Exercise objective:
Can you quote, word for word, every line from the first line of the records below through the line containing "position:relative; flex:1; overflow:hidden", and nothing else?

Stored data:
· · · ·

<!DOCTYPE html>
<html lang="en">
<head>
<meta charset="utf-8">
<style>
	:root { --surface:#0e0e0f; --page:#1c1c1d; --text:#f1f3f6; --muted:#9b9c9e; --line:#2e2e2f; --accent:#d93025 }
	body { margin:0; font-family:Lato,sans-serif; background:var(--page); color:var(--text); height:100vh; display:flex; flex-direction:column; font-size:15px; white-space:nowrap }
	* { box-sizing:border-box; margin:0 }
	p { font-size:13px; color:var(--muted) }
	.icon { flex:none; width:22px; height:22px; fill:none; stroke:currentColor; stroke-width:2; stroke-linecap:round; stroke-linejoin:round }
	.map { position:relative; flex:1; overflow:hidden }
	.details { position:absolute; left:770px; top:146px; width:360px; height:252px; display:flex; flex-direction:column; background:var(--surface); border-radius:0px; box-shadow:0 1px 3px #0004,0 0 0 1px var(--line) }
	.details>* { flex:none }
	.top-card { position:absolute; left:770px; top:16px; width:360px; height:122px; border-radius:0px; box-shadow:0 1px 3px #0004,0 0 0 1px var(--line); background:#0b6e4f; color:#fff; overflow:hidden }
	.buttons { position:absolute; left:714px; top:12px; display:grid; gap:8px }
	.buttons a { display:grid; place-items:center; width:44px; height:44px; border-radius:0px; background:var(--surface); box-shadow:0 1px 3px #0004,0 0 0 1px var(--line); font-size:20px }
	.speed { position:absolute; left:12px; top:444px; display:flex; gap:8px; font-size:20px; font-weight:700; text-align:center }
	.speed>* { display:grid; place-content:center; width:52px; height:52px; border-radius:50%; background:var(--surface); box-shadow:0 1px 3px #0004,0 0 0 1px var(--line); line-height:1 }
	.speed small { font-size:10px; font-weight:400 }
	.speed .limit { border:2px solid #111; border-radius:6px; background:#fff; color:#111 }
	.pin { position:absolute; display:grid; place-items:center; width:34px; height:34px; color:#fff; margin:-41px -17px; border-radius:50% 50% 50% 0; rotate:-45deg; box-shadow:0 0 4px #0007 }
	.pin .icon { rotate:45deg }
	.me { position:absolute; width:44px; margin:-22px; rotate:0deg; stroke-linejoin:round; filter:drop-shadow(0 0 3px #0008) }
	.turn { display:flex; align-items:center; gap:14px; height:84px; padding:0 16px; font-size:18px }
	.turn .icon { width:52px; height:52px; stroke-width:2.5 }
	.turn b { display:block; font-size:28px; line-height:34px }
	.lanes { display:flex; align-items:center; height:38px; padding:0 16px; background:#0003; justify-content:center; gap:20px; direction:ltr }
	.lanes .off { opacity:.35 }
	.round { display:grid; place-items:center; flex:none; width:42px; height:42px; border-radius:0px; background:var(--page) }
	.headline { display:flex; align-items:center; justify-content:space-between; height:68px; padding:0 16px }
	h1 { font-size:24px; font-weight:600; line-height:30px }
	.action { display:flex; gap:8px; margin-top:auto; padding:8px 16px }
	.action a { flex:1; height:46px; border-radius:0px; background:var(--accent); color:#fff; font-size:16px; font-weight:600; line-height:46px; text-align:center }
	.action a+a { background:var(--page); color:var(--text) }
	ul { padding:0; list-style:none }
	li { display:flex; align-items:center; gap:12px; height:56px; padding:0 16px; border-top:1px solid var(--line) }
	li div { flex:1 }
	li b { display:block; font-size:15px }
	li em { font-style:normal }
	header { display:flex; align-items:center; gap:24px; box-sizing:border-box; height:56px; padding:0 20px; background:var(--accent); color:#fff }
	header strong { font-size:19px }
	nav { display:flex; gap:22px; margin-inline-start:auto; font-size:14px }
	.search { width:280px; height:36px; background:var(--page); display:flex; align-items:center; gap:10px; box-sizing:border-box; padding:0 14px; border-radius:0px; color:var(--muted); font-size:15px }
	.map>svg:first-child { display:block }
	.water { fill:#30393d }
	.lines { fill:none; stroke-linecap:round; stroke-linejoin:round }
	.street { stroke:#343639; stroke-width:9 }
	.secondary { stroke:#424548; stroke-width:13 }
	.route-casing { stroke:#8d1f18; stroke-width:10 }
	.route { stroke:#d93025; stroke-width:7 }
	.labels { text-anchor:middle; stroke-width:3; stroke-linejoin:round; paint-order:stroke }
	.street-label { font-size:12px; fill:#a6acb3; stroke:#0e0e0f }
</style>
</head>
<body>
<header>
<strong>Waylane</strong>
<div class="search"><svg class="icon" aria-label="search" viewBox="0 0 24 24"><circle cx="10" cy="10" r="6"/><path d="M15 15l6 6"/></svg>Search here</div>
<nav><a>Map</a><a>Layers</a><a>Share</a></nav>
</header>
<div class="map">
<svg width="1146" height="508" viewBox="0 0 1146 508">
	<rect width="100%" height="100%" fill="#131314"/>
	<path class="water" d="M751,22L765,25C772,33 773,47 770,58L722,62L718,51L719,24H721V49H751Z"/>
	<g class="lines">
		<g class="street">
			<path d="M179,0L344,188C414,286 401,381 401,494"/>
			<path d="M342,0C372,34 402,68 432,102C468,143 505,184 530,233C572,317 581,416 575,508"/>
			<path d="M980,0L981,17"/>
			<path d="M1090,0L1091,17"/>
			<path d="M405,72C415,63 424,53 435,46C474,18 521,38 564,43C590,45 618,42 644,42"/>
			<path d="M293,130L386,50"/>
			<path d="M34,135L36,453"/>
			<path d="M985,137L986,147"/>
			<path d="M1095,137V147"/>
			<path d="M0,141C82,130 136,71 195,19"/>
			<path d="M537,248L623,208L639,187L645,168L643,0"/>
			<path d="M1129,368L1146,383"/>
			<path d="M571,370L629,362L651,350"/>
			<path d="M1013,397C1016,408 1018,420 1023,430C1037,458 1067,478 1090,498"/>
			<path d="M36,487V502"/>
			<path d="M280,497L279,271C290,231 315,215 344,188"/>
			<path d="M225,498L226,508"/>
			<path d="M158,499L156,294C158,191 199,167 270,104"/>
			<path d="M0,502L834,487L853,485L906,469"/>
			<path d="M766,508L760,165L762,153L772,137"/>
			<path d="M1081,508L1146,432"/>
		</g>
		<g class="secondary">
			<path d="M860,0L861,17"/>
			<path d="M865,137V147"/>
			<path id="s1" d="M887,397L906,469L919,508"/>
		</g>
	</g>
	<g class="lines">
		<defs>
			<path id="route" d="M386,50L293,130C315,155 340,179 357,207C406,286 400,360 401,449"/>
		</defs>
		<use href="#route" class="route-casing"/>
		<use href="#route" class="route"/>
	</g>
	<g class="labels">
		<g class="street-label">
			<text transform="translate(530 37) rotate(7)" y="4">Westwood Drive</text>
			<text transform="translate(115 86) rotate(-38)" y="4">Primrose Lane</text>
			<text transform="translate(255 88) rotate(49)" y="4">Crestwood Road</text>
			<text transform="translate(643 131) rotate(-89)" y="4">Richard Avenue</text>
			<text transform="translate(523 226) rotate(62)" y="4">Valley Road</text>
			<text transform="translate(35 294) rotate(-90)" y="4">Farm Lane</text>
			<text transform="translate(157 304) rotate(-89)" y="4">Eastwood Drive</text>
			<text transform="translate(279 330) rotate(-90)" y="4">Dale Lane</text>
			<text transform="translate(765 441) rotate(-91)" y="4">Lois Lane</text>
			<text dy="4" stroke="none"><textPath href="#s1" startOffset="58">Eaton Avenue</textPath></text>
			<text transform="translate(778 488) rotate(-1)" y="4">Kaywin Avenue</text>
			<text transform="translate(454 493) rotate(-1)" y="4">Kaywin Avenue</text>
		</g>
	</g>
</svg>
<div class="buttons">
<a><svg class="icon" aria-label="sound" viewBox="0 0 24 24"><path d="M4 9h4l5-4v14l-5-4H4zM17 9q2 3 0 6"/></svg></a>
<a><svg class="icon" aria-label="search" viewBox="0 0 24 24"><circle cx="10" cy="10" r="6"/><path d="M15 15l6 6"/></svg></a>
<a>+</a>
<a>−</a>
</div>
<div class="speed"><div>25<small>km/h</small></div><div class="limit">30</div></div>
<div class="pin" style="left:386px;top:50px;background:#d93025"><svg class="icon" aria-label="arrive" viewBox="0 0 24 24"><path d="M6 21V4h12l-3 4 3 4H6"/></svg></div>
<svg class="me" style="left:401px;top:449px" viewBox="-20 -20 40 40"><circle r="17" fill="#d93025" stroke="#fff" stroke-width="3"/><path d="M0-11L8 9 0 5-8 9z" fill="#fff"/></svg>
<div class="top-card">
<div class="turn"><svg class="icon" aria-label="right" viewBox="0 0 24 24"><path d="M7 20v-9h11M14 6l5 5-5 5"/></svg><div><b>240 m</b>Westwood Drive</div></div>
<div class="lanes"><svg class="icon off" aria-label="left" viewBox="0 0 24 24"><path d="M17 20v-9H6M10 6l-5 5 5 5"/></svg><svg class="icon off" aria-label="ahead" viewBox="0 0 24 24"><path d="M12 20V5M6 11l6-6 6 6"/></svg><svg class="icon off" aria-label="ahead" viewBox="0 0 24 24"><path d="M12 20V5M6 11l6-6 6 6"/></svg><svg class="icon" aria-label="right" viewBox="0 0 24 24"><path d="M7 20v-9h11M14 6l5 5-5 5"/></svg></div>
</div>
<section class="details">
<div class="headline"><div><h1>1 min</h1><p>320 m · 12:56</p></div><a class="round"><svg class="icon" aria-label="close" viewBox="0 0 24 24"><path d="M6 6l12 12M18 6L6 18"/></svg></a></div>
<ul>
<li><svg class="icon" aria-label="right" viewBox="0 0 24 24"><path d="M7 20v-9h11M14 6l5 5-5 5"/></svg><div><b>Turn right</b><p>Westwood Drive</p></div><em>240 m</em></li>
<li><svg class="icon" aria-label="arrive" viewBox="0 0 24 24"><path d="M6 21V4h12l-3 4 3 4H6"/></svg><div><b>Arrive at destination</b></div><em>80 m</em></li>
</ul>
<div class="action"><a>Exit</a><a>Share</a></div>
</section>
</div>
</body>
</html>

· · · ·

Result:
<!DOCTYPE html>
<html lang="en">
<head>
<meta charset="utf-8">
<style>
	:root { --surface:#0e0e0f; --page:#1c1c1d; --text:#f1f3f6; --muted:#9b9c9e; --line:#2e2e2f; --accent:#d93025 }
	body { margin:0; font-family:Lato,sans-serif; background:var(--page); color:var(--text); height:100vh; display:flex; flex-direction:column; font-size:15px; white-space:nowrap }
	* { box-sizing:border-box; margin:0 }
	p { font-size:13px; color:var(--muted) }
	.icon { flex:none; width:22px; height:22px; fill:none; stroke:currentColor; stroke-width:2; stroke-linecap:round; stroke-linejoin:round }
	.map { position:relative; flex:1; overflow:hidden }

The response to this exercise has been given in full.